Chennai: Considering the elevated inflation rate the Reserve Bank of India’s (RBI) Monetary Policy Committee (MPC) will continue with the 6.5 per cent repo rate, said senior economists.
However there are differing views on whether RBI would change its stance to `neutral’ from ‘withdrawal of accommodation’.
The repo rate is the rate at which the RBI lends to the banks.
The MPC meeting began on Tuesday and it decision will be announced coming Thursday.
“Prior to the announcement of the budget it would have appeared to be a no-brainer that a status quo on both repo rate and stance would be agreed to as inflation remains elevated at 5.7 per cent as of December,” Madan Sabnavis, Chief Economist, Bank of Baroda said.
He said that this can improve in January but will definitely not give form comfort of inflation being under control as it is driven more by food inflation.
“Therefore there is a very high likelihood that the repo rate will remain unchanged again. In fact, going by the RBI forecasts on inflation for the next year, it can be seen that the number will remain above 5 per cent for Q1 of FY25 and come down to 4 per cent in Q2 only. After this period, it would increase to 4.7 per cent in Q3,” Sabnavis said.
He said that there is reason to believe that a rate cut can be considered only in Q2-FY25 after there are positive indicators on the inflation and monsoon fronts.
According to CARE Ratings, the overall economic outlook remains upbeat despite challenges in specific sectors. RBI is likely to revise its growth projections upward. While headline inflation is elevated, primarily due to rising food prices, core inflation remains relatively subdued.
The systemic liquidity has consistently remained in deficit since early December 2023, and money market conditions remain tight. The RBI will likely continue to support liquidity conditions through variable-rate repo auctions (VRR), potentially considering an extension in their tenor, CARE Ratings said.
“We expect the MPC to maintain the current interest rates during the forthcoming policy meeting,” the credit rating agency said.

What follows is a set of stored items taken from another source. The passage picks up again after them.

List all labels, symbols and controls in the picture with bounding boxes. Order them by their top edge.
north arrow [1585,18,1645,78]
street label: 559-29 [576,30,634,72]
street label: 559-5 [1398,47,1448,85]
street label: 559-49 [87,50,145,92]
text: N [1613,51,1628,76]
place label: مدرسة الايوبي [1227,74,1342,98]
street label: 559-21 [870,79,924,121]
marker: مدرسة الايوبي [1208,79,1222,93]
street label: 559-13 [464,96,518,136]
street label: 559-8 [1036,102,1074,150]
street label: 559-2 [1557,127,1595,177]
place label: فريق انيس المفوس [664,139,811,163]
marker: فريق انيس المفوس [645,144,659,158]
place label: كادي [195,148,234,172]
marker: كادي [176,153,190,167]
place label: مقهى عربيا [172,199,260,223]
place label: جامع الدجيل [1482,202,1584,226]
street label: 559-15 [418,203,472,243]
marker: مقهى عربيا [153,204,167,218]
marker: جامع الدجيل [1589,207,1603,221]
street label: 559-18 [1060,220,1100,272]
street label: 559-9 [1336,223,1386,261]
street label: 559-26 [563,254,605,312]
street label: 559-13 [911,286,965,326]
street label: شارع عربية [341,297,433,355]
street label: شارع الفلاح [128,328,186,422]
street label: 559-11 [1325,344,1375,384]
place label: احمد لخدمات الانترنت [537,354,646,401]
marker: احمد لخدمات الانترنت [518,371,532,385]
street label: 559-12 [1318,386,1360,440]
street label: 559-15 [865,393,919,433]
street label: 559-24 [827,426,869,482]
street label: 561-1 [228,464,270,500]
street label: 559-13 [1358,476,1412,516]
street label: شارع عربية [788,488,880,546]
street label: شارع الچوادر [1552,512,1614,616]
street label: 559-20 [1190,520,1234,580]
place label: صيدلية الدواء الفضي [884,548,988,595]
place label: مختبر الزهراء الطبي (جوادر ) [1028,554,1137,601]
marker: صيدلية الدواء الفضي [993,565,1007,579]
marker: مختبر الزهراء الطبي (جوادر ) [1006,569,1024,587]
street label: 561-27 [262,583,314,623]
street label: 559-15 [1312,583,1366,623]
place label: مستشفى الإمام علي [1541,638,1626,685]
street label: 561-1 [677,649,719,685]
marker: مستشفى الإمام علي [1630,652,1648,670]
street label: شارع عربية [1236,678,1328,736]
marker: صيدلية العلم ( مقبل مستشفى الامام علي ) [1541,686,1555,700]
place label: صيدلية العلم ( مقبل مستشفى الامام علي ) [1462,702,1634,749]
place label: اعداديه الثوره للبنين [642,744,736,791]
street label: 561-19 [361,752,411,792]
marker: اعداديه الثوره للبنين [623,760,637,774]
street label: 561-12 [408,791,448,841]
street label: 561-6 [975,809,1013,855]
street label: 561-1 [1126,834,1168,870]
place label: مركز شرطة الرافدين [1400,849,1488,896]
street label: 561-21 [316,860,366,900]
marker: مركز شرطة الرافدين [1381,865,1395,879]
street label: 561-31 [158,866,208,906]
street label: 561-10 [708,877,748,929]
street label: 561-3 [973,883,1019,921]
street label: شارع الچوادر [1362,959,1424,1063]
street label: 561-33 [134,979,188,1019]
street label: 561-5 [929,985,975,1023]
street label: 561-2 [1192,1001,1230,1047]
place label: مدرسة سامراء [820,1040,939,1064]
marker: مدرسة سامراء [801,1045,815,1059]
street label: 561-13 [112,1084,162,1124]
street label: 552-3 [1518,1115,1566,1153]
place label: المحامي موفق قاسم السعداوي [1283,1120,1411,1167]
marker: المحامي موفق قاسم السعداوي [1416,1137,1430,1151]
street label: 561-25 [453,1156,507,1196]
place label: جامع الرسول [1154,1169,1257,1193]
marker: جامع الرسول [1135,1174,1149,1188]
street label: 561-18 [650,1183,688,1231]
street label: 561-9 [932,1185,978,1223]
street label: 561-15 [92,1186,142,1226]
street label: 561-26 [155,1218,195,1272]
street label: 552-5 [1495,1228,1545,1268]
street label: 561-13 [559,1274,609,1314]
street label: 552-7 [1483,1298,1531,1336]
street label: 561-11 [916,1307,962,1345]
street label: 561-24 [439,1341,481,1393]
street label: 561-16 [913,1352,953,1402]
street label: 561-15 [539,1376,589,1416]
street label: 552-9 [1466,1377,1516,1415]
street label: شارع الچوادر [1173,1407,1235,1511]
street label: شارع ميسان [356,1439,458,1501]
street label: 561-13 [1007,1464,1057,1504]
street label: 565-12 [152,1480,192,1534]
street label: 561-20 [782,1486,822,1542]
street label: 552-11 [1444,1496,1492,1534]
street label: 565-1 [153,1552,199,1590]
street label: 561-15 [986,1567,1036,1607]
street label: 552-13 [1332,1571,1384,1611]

As regards the stance, the credit rating agency said there is a potential for a shift to "neutral" in the February policy.
“MPC will consider cutting rates in Q2FY25 when headline inflation inches closer to the 4 per cent mark,” CARE Ratings said.
According to Sabnavis, the stance of ‘withdrawal of accommodation’ appears to be very likely this time too. But the market is looking for signals to justify a change to ‘neutral’.
Sabnavis said that the idea for change in stance stems from the Union Budget or Interim Budget talking of a lower gross borrowing programme for FY25. Things changed immediately after the Budget was announced like:
The yield on 10-year bonds came down to 7.04% and is currently at 7.06-7.08 per cent which is lower than the pre-Budget yields of 7.12-14 per cent.
The overall liquidity in the system has improved which can be due to the government spending as durable liquidity has reduced with cash balances of the government coming down. The second supplementary budget introduced yesterday also hints at a faster pace of government spending from now onwards.
The RBI is now conducting variable rate reverse repo (VRRR) auctions to absorb excess liquidity.
At the system level, there is definitely pressure on liquidity. This can be seen by the fact that while growth in deposits is much higher than last year on YTD basis as of January 12th, the increase in credit and investments at Rs 22.25 lakh crore is higher than that of deposits at Rs 18.20 lakh crore. In terms of growth rates on YTD basis, credit is at 12.1 per cent (11.7 per cent last year), deposits at 10.1 per cent (7.3 per cent) and investments at 9.1 per cent (10 per cent), Sabnavis said.
“Under these conditions there is some part of the market segment that believes that a change in stance is possible, though we believe that this will not be the case. The fact that the corridor of call rates is being maintained at between repo and MSF rate, is indicative of the fact that the withdrawal of liquidity position would continue,” Sabnavis remarked.
The State Bank of India (SBI) in its report said the RBI will not change the repo rate and would also continue with the ‘withdrawal of accomodation’ stance.